Work request ::
Only lines containing "page" belong in the answer, each copied from the entries below.

--

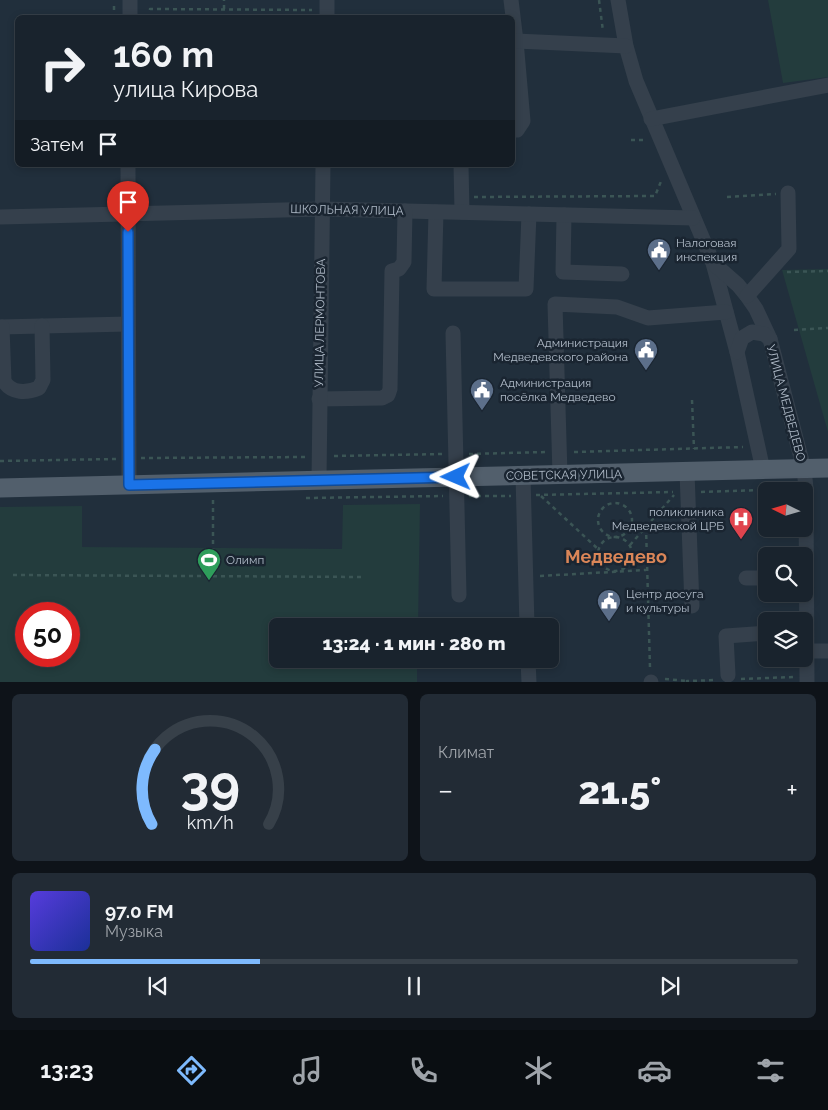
<!DOCTYPE html>
<html lang="ru">
<head>
<meta charset="utf-8">
<style>
  :root { --surface:#19232d; --page:#222b35; --text:#f1f3f6; --muted:#9fa4aa; --line:#374049; --accent:#7ebafe }
  body { margin:0; font-family:Raleway,sans-serif; background:var(--page); color:var(--text); height:100vh; display:flex; flex-direction:column; font-size:19px; white-space:nowrap }
  * { box-sizing:border-box; margin:0 }
  p { font-size:16px; color:var(--muted) }
  .icon { flex:none; width:28px; height:28px; fill:none; stroke:currentColor; stroke-width:2; stroke-linecap:round; stroke-linejoin:round }
  .map { position:relative; height:682px; overflow:hidden }
  .sheet { display:flex; flex-direction:column; gap:12px; padding:12px; background:#0e1319; flex:1 }
  .sheet>* { flex:none }
  .banner { position:absolute; left:15px; top:15px; width:500px; height:152px; border-radius:8px; box-shadow:0 2px 8px #0003,0 0 0 1px var(--line); background:#19232d; color:var(--text); overflow:hidden }
  .needle { width:32px; rotate:275deg }
  .fabs { position:absolute; left:758px; top:482px; display:grid; gap:10px }
  .fabs a { display:grid; place-items:center; width:55px; height:55px; border-radius:8px; background:var(--surface); box-shadow:0 2px 8px #0003,0 0 0 1px var(--line); font-size:25px }
  .speed { position:absolute; left:15px; top:602px; display:flex; gap:10px; font-size:25px; font-weight:700; text-align:center }
  .speed>* { display:grid; place-content:center; width:65px; height:65px; border-radius:50%; background:var(--surface); box-shadow:0 2px 8px #0003,0 0 0 1px var(--line); line-height:1 }
  .speed .limit { border:8px solid #d22; background:#fff; color:#111 }
  .pin { position:absolute; display:grid; place-items:center; width:42px; height:42px; color:#fff; margin:-51px -21px; border-radius:50% 50% 50% 0; rotate:-45deg; box-shadow:0 0 5px #0007 }
  .pin .icon { rotate:45deg }
  .me { position:absolute; width:55px; margin:-28px; rotate:269deg; stroke-linejoin:round; filter:drop-shadow(0 0 4px #0008) }
  .turn { display:flex; align-items:center; gap:18px; height:105px; padding:0 15px; font-size:22px }
  .turn .icon { width:65px; height:65px; stroke-width:2.5 }
  .turn b { display:block; font-size:35px; line-height:42px }
  .then { display:flex; align-items:center; height:48px; padding:0 15px; background:#0003; gap:10px; font-size:19px }
  .big { font-size:38px; font-weight:800; line-height:1.1 }
  .sheet .widget { flex:1; display:flex; flex-direction:column; justify-content:center; gap:8px; min-width:0; padding:0 18px; border-radius:8px; background:var(--page) }
  .sheet .dial { align-items:center; gap:0 }
  .dial svg { height:130px; overflow:visible; fill:none; stroke:var(--line); stroke-width:7; stroke-linecap:round; text-anchor:middle }
  .dial text { fill:var(--text); stroke:none }
  .song { display:flex; align-items:center; gap:15px }
  .cover { width:60px; height:60px; border-radius:8px; background:linear-gradient(135deg,hsl(250 70% 55%),hsl(230 70% 35%)) }
  .played { height:5px; border-radius:2px; background:linear-gradient(90deg,var(--accent) 30%,var(--line) 30%) }
  .keys { display:flex; justify-content:space-around; direction:ltr }
  .heat { display:flex; justify-content:space-between; align-items:center; font-size:28px; direction:ltr }
  .sheet .tiles { flex:1; display:grid; gap:12px; grid-template-columns:1fr 1fr }
  .widget:last-child { grid-column:span 2 }
  .trip { position:absolute; left:269px; top:618px; width:290px; height:50px; border-radius:8px; background:var(--surface); box-shadow:0 2px 8px #0003,0 0 0 1px var(--line); font-weight:800; line-height:50px; text-align:center }
  .tab-bar { display:flex; height:80px; justify-content:space-around; align-items:center; background:#0a0e12; color:var(--muted) }
  .tab-bar .icon { width:35px; height:35px }
  .tab-bar .selected { color:var(--accent) }
  .tab-bar b { font-size:22px; color:var(--text) }
  .map>svg:first-child { display:block }
</style>
</head>
<body>
<div class="map">
<svg width="828" height="683" viewBox="0 0 828 683">
  <rect width="100%" height="100%" fill="#212f3c"/>
  <g fill="#233c3d" fill-rule="evenodd">
    <path d="M768,0h60v77l-45,6z"/>
    <path d="M828,269v163l-46,-162z"/>
    <path d="M420,504l-2,122h-140v33h139v23h-417v-175l82,-1v41l260,2 1,-44zM26,614h43v42h-43z"/>
  </g>
  <g fill="none" stroke-linecap="round" stroke-linejoin="round">
    <g stroke="#3b5555" stroke-width="2.5" stroke-dasharray="4 4" stroke-linecap="butt">
      <path d="M599,0l4,31"/>
      <path d="M224,9v-9"/>
      <path d="M114,18v-14"/>
      <path d="M150,18v-9l162,1"/>
      <path d="M631,140h16"/>
      <path d="M474,197l181,-1 7,-17"/>
      <path d="M727,197l49,-3"/>
      <path d="M787,272l41,-1"/>
      <path d="M794,330l34,-2"/>
      <path d="M692,400l2,49"/>
      <path d="M574,452l169,-5"/>
      <path d="M469,454l77,-2"/>
      <path d="M334,456l109,-2"/>
      <path d="M141,458l165,-1"/>
      <path d="M0,461l116,-2"/>
      <path d="M701,492l92,-3"/>
      <path d="M536,495l137,-3"/>
      <path d="M469,496h42"/>
      <path d="M541,496l57,53"/>
      <path d="M306,498l137,-2"/>
      <circle cx="615" cy="520" r="17"/>
      <path d="M646,527l4,141"/>
      <circle cx="615" cy="554" r="17"/>
      <path d="M630,545l44,-50"/>
      <path d="M13,575l351,2"/>
      <path d="M213,576v-77"/>
      <path d="M540,576l106,-6"/>
      <path d="M665,679l22,2"/>
      <path d="M741,679l52,-2"/>
      <path d="M687,683v-2l29,-1"/>
    </g>
    <g stroke="#35404c" stroke-width="15">
      <path d="M511,0l5,41 7,80 -6,9h-5"/>
      <path d="M618,0l8,46 10,35 77,182 24,89 26,118"/>
      <path d="M130,18v-18"/>
      <path d="M327,18v-18"/>
      <path d="M516,41l110,5"/>
      <path d="M651,119l177,-34"/>
      <path d="M128,165l1,320"/>
      <path d="M461,165l1,47"/>
      <path d="M436,212l-2,77h92l3,-75"/>
      <path d="M564,215l-1,57 59,2"/>
      <path d="M0,217l322,-8 371,9"/>
      <path d="M713,263l25,22 9,11 9,13 14,30 34,130 2,19 1,195"/>
      <path d="M747,296l42,-47 -1,-56"/>
      <path d="M0,327l128,-3"/>
      <path d="M2,327l2,54c7,13 23,12 35,7l4,-8 -1,-54"/>
      <path d="M453,333l6,262"/>
      <path d="M737,352l5,-14 10,-6 12,2 6,5"/>
      <path d="M319,399l63,-1 6,-3 2,-6 2,-118 7,-2 5,-7 1,-51"/>
      <path d="M687,472l5,134"/>
      <path d="M560,475l-5,-171 62,3 31,11 78,-6"/>
      <path d="M523,476l4,150"/>
      <path d="M319,480l4,-315"/>
      <path d="M746,578h20"/>
      <path d="M807,651h21"/>
      <path d="M528,659l1,24"/>
      <path d="M728,675l-2,-39 40,-3"/>
      <path d="M651,682v1"/>
    </g>
    <path stroke="#525f6c" stroke-width="19" d="M0,488l828,-20"/>
  </g>
  <g fill="none" stroke-linecap="round" stroke-linejoin="round">
    <g stroke="#114b97" stroke-width="12">
      <path id="route" d="M128,232l1,253 327,-8"/>
    </g>
    <use href="#route" stroke="#1a73e8" stroke-width="9"/>
  </g>
  <defs>
    <g id="civic-pin" transform="scale(1.25)"><path d="M0 17L-7.5 6A9.5 9.5 0 1 1 7.5 6Z" fill="#5c6f8a" stroke="#1a2531"/><path d="M-.6-6.5H3V-4.5H.6V-3L4-1V1h2V6H-6V1h2V-1L-.6-3ZM-1.2 2.5V6h2.4V2.5Z" fill="#fff"/></g>
    <g id="hospital-pin" transform="scale(1.25)"><path d="M0 17L-7.5 6A9.5 9.5 0 1 1 7.5 6Z" fill="#e0444e" stroke="#1a2531"/><path d="M-5-5h3v3.5h4V-5h3V5h-3V1.5h-4V5h-3Z" fill="#fff"/></g>
    <g id="stadium-pin" transform="scale(1.25)"><path d="M0 17L-7.5 6A9.5 9.5 0 1 1 7.5 6Z" fill="#2e9e5b" stroke="#1a2531"/><path d="M0-5a6.5 5 0 1 0 0 10a6.5 5 0 1 0 0-10ZM-3.5-1.8h7v3.6h-7Z" fill="#fff"/></g>
  </defs>
  <g fill-rule="evenodd">
    <use href="#civic-pin" x="659" y="250"/>
    <use href="#civic-pin" x="646" y="350"/>
    <use href="#civic-pin" x="482" y="390"/>
    <use href="#hospital-pin" x="741" y="519"/>
    <use href="#stadium-pin" x="209" y="560"/>
    <use href="#civic-pin" x="609" y="601"/>
  </g>
  <g text-anchor="middle" dominant-baseline="central" stroke-width="5" stroke-linejoin="round" paint-order="stroke">
    <g font-size="12" fill="#b0bbc8" stroke="#1a2531">
      <text transform="translate(347 210) rotate(1)">ШКОЛЬНАЯ УЛИЦА</text>
      <text transform="translate(320 323) rotate(-89)">УЛИЦА ЛЕРМОНТОВА</text>
      <text transform="translate(786 403) rotate(75)">УЛИЦА МЕДВЕДЕВО</text>
      <text transform="translate(564 475) rotate(-1)">СОВЕТСКАЯ УЛИЦА</text>
    </g>
    <g font-size="12" fill="#b0bbc8" stroke="#1a2531" text-anchor="start">
      <text x="676" y="243">Налоговая<tspan x="676" dy="14">инспекция</tspan></text>
      <text x="628" y="343" text-anchor="end">Администрация<tspan x="628" dy="14">Медведевского района</tspan></text>
      <text x="500" y="383">Администрация<tspan x="500" dy="14">посёлка Медведево</tspan></text>
      <text x="724" y="512" text-anchor="end">поликлиника<tspan x="724" dy="14">Медведевской ЦРБ</tspan></text>
      <text x="226" y="560">Олимп</text>
      <text x="626" y="594">Центр досуга<tspan x="626" dy="14">и культуры</tspan></text>
    </g>
    <g font-size="18" font-weight="bold" fill="#db8658" stroke="#1a2531">
      <text x="616" y="556">Медведево</text>
    </g>
  </g>
</svg>
<div class="fabs">
<a><svg class="needle" viewBox="-14 -14 28 28"><path d="M0-13l5 13h-10z" fill="#e53935"/><path d="M0 13l5-13h-10z" fill="#9fa4aa"/></svg></a>
<a><svg class="icon" aria-label="search" viewBox="0 0 24 24"><circle cx="10" cy="10" r="6"/><path d="M15 15l6 6"/></svg></a>
<a><svg class="icon" aria-label="layers" viewBox="0 0 24 24"><path d="M12 4l9 5-9 5-9-5zM3 14l9 5 9-5"/></svg></a>
</div>
<div class="speed"><div class="limit">50</div></div>
<div class="pin" style="left:128px;top:232px;background:#d93025"><svg class="icon" aria-label="arrive" viewBox="0 0 24 24"><path d="M6 21V4h12l-3 4 3 4H6"/></svg></div>
<svg class="me" style="left:456px;top:477px" viewBox="-20 -20 40 40"><path d="M0-17L14 15 0 8-14 15z" fill="#1a73e8" stroke="#fff" stroke-width="4"/></svg>
<div class="trip">13:24 · 1 мин · 280 m</div>
<div class="banner">
<div class="turn"><svg class="icon" aria-label="right" viewBox="0 0 24 24"><path d="M7 20v-9h11M14 6l5 5-5 5"/></svg><div><b>160 m</b>улица Кирова</div></div>
<div class="then">Затем<svg class="icon" aria-label="arrive" viewBox="0 0 24 24"><path d="M6 21V4h12l-3 4 3 4H6"/></svg></div>
</div>
</div>
<section class="sheet">
<div class="tiles">
<div class="widget dial"><svg viewBox="0 0 100 80">
<path d="M14 69A42 42 0 1 1 86 69"/>
<path d="M14 69A42 42 0 0 1 16 23" stroke="#7ebafe"/>
<text x="50" y="56" font-size="32" font-weight="700">39</text>
<text x="50" y="72" font-size="11">km/h</text>
</svg></div>
<div class="widget"><p>Климат</p>
<div class="heat"><a>−</a><b class="big">21.5°</b><a>+</a></div>
</div>
<div class="widget">
<div class="song"><i class="cover"></i><div><b>97.0 FM</b><p>Музыка</p></div></div>
<div class="played"></div>
<div class="keys"><svg class="icon" aria-label="previous" viewBox="0 0 24 24"><path d="M18 5L8 12l10 7zM5 5v14"/></svg><svg class="icon" aria-label="pause" viewBox="0 0 24 24"><path d="M8 5v14M16 5v14"/></svg><svg class="icon" aria-label="next" viewBox="0 0 24 24"><path d="M6 5l10 7-10 7zM19 5v14"/></svg></div>
</div>
</div>
</section>
<nav class="tab-bar">
<b>13:23</b>
<svg class="icon selected" aria-label="directions" viewBox="0 0 24 24"><path d="M12 3l9 9-9 9-9-9zM9 14v-3h6M13 9l2 2-2 2"/></svg>
<svg class="icon" aria-label="music" viewBox="0 0 24 24"><path d="M9 18V5l10-2v13"/><circle cx="6" cy="18" r="3"/><circle cx="16" cy="16" r="3"/></svg>
<svg class="icon" aria-label="phone" viewBox="0 0 24 24"><path d="M5 4h4l2 5-3 2q2 4 5 5l2-3 5 2v4C11 20 4 13 5 4z"/></svg>
<svg class="icon" aria-label="climate" viewBox="0 0 24 24"><path d="M12 3v18M4 7l16 10M4 17L20 7"/></svg>
<svg class="icon" aria-label="car" viewBox="0 0 24 24"><path d="M5 17H2v-5l4-1 3-4h7l3 4 3 1v5h-3M9 17h6M6 11h13"/><circle cx="7" cy="17" r="2"/><circle cx="17" cy="17" r="2"/></svg>
<svg class="icon" aria-label="filters" viewBox="0 0 24 24"><path d="M4 7h16M4 17h16"/><circle cx="9" cy="7" r="2"/><circle cx="15" cy="17" r="2"/></svg>
</nav>
</body>
</html>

--

Task response ::
  :root { --surface:#19232d; --page:#222b35; --text:#f1f3f6; --muted:#9fa4aa; --line:#374049; --accent:#7ebafe }
  body { margin:0; font-family:Raleway,sans-serif; background:var(--page); color:var(--text); height:100vh; display:flex; flex-direction:column; font-size:19px; white-space:nowrap }
  .sheet .widget { flex:1; display:flex; flex-direction:column; justify-content:center; gap:8px; min-width:0; padding:0 18px; border-radius:8px; background:var(--page) }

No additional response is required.